Capital spending in the oil sands sector is forecast to reach 28% to US$18.5-billion in 2012, rising US$28-billion by 2016 as high oil prices spurs expansion plans, the Cambride-based consultancy estimates.
“The U.S. and North America currently make up 50% of all drilling activity in the world,” Candida Scott, senior director at IHS CERA told the Financial Post in an interview. “Drilling activity is one of the key items behind the corporates’ spending money, as companies look are drilling for not only shale gas but tight oil since the past 18 months.”
The expansion forcasts are in line with other predictions for North America’s resurging energy sector.
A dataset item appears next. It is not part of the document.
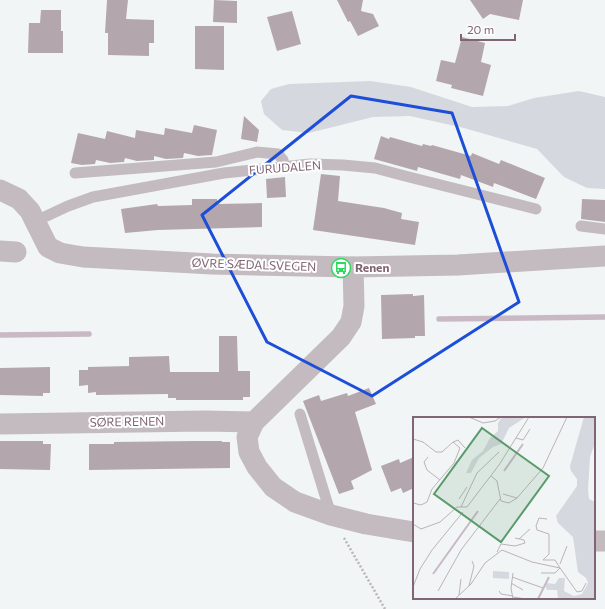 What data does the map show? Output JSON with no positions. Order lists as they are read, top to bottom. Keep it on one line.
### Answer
{"streets":{"street":["ØVRE SÆDALSVEGEN","SØRE RENEN"],"lane":["FURUDALEN"]},"crossings":[["FURUDALEN","ØVRE SÆDALSVEGEN"]],"places":{"bus stop":["Renen"]},"scale_bar":"20 m"}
A recent report by Citigroup estimated that Canadian, U.S. and Mexican oil and gas production could add a staggering 11 million barrels per day over the next 10 years.
The United States alone is on course to become the largest liquids producer in the world and looks almost certain to overtake Russia and Saudi Arabia before the decade is over, wrote Ed Morse, Managing Director and the Head of Global Commodities Research at Citibank, in a note to clients.
North America’s crude oil and natural gas liquids sectors have the potential to nearly double from 15.4 million bpd in 2011 to almost 27 million bpd by 2020, the U.S. bank said.
The boom in the North American energy sector is part of a greater effort by major oil companies to seek new developments and pursue geologically and commercially challenging resources to replace conventional and mature oil and gas fields.